[Start of Attachment]
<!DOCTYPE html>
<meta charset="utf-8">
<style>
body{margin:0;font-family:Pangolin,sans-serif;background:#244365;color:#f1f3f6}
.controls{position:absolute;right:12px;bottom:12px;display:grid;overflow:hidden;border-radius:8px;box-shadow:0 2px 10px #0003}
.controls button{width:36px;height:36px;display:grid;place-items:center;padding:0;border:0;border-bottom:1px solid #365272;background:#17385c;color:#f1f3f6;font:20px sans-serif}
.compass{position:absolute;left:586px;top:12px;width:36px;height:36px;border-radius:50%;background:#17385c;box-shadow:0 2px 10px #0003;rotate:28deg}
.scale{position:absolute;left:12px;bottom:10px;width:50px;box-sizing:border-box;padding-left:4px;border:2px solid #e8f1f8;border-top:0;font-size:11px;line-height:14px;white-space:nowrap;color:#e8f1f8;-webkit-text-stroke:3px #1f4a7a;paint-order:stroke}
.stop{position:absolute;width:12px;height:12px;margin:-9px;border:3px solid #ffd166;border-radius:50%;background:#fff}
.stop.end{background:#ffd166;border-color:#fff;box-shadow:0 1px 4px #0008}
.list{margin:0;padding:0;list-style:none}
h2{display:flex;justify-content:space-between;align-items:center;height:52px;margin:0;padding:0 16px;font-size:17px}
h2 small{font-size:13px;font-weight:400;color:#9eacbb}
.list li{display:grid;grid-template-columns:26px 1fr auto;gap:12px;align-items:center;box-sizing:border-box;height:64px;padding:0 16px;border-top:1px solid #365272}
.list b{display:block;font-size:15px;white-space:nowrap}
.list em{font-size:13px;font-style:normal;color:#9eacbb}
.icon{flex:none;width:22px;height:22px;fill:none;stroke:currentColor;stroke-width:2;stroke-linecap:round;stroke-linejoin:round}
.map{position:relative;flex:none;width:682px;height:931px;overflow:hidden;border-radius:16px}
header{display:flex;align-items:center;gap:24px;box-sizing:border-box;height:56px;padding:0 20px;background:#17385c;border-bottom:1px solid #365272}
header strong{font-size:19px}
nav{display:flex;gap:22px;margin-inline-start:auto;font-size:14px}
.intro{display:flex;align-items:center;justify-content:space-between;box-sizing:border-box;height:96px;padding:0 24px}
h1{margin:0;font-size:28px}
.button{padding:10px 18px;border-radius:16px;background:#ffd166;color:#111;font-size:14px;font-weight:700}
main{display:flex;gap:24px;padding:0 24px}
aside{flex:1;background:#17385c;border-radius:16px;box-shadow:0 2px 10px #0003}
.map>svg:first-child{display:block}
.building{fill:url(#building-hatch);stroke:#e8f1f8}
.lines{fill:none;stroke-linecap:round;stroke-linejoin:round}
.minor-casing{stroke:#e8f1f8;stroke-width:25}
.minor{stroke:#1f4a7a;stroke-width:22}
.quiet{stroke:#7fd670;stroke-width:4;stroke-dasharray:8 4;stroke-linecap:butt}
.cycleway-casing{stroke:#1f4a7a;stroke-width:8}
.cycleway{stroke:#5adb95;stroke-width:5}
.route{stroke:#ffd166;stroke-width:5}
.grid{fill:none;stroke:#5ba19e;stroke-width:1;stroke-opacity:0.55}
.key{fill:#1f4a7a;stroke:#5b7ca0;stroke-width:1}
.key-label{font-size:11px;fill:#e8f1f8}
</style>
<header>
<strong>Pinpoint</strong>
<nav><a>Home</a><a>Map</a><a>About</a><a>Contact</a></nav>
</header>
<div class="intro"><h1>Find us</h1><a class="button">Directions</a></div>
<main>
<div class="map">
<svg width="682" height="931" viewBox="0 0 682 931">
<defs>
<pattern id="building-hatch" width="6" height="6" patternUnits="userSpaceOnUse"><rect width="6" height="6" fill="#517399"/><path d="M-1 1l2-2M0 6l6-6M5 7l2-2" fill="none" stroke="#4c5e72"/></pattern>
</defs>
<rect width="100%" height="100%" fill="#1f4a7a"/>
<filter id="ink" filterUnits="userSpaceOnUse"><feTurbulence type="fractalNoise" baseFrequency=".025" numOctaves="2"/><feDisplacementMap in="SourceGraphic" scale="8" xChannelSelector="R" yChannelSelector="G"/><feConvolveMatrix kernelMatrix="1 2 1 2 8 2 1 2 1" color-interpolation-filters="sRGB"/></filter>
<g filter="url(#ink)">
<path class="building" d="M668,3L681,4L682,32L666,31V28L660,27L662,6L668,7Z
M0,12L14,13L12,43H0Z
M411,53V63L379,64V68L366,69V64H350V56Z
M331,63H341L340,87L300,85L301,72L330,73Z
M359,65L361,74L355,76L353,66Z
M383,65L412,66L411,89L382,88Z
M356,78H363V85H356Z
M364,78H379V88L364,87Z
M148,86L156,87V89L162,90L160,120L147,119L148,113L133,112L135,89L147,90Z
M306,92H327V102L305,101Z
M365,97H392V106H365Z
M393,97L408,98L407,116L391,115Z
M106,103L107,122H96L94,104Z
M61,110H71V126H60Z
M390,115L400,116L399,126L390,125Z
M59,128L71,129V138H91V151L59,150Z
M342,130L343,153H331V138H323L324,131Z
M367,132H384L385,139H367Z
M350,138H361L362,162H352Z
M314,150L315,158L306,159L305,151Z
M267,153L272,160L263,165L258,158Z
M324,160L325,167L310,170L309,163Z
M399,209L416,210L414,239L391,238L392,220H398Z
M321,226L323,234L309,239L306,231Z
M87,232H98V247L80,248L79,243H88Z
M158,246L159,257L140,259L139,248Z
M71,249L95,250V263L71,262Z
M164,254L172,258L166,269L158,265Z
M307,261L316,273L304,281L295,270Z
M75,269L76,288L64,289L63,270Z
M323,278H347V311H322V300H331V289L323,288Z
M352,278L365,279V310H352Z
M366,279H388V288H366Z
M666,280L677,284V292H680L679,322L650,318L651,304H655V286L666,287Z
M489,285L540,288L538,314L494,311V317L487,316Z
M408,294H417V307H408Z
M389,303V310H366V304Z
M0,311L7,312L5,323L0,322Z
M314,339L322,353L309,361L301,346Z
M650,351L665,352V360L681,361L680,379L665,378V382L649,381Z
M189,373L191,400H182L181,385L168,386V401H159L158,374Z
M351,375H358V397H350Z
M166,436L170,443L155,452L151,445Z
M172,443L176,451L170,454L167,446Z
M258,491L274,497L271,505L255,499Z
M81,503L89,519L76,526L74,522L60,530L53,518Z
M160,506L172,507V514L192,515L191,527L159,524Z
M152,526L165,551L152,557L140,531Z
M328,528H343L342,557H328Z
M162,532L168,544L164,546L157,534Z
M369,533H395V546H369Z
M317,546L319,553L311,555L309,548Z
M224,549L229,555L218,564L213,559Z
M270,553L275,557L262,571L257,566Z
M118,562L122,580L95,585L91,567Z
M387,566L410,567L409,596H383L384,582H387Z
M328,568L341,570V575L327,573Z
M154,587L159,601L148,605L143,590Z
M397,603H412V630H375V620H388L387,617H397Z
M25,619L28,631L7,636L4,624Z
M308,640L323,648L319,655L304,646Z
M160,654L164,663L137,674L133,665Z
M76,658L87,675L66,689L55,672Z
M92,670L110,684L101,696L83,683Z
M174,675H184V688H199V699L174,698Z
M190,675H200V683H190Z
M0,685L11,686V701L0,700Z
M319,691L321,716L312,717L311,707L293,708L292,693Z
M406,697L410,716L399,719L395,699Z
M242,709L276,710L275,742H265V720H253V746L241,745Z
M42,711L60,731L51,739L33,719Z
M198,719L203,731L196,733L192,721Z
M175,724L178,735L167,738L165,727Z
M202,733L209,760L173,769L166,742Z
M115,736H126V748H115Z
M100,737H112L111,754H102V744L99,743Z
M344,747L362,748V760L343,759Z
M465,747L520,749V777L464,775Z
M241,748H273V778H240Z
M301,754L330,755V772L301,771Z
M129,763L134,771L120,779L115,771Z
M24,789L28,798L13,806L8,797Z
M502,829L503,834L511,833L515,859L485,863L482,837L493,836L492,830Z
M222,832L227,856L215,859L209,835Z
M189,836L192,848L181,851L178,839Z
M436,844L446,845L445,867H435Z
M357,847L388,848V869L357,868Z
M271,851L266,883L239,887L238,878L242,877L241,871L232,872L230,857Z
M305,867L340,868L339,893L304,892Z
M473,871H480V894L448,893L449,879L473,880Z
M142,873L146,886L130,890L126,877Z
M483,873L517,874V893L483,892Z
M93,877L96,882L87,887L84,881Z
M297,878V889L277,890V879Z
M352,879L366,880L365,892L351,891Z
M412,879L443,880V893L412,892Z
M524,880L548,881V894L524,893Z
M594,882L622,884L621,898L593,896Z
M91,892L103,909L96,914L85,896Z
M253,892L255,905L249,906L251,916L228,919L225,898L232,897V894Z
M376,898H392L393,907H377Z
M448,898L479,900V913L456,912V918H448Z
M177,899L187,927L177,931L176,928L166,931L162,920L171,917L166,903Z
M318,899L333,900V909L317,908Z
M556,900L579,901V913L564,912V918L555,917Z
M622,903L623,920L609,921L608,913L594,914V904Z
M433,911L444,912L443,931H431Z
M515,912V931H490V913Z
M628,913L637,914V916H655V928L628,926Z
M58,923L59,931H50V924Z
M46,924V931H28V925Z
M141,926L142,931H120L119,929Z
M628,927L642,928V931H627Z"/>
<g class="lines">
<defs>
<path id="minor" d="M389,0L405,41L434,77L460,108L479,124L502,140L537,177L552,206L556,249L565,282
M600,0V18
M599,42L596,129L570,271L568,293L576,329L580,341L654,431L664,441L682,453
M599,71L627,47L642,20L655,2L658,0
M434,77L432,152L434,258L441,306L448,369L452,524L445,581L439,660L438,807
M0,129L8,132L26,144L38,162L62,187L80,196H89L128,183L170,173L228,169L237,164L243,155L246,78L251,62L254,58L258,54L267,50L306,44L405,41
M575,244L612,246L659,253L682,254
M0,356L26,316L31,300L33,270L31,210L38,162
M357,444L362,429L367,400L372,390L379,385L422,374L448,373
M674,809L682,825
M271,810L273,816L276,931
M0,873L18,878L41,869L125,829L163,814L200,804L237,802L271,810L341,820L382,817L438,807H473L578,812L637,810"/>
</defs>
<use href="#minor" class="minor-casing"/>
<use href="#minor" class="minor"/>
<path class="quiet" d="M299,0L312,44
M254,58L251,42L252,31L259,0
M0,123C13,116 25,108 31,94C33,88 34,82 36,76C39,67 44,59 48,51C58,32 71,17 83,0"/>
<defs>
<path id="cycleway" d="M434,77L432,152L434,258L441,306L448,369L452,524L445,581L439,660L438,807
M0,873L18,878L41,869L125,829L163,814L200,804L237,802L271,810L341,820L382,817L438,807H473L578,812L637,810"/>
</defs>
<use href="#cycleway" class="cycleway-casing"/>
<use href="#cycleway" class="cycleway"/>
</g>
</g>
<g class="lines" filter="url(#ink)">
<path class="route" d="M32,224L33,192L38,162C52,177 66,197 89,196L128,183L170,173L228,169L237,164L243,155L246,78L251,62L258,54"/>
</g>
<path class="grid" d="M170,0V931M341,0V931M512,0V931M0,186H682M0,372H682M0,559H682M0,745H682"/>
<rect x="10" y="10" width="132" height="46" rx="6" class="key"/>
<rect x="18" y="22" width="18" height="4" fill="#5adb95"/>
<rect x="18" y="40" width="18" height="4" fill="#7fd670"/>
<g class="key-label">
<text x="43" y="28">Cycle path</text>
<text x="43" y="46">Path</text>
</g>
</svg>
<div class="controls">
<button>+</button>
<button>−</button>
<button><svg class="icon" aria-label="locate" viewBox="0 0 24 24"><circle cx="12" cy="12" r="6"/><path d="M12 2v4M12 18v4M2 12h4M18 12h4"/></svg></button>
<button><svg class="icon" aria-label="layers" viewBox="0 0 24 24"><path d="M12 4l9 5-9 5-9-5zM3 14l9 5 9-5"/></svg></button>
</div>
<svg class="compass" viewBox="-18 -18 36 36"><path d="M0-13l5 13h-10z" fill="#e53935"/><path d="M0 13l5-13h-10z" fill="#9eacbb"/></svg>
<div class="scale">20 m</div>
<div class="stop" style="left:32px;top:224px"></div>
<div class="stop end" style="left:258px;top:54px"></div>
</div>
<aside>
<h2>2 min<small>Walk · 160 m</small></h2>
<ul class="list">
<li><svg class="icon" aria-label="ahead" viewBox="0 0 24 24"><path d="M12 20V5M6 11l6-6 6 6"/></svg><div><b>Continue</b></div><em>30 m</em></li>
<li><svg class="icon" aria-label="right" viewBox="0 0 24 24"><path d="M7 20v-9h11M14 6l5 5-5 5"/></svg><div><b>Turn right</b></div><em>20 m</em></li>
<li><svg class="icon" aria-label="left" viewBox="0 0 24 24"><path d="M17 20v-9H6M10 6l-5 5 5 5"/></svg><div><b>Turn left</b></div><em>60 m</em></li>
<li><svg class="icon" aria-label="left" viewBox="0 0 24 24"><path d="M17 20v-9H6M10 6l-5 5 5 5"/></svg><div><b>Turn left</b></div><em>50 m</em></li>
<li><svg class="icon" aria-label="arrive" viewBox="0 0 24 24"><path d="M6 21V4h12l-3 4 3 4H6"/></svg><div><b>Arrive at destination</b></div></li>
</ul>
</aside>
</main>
[End of Attachment]
§ WHAT THE TASK REQUIRES
Show every line in the listing above that carries the word "position".

§ ANSWER TO THIS EXERCISE
.controls{position:absolute;right:12px;bottom:12px;display:grid;overflow:hidden;border-radius:8px;box-shadow:0 2px 10px #0003}
.compass{position:absolute;left:586px;top:12px;width:36px;height:36px;border-radius:50%;background:#17385c;box-shadow:0 2px 10px #0003;rotate:28deg}
.scale{position:absolute;left:12px;bottom:10px;width:50px;box-sizing:border-box;padding-left:4px;border:2px solid #e8f1f8;border-top:0;font-size:11px;line-height:14px;white-space:nowrap;color:#e8f1f8;-webkit-text-stroke:3px #1f4a7a;paint-order:stroke}
.stop{position:absolute;width:12px;height:12px;margin:-9px;border:3px solid #ffd166;border-radius:50%;background:#fff}
.map{position:relative;flex:none;width:682px;height:931px;overflow:hidden;border-radius:16px}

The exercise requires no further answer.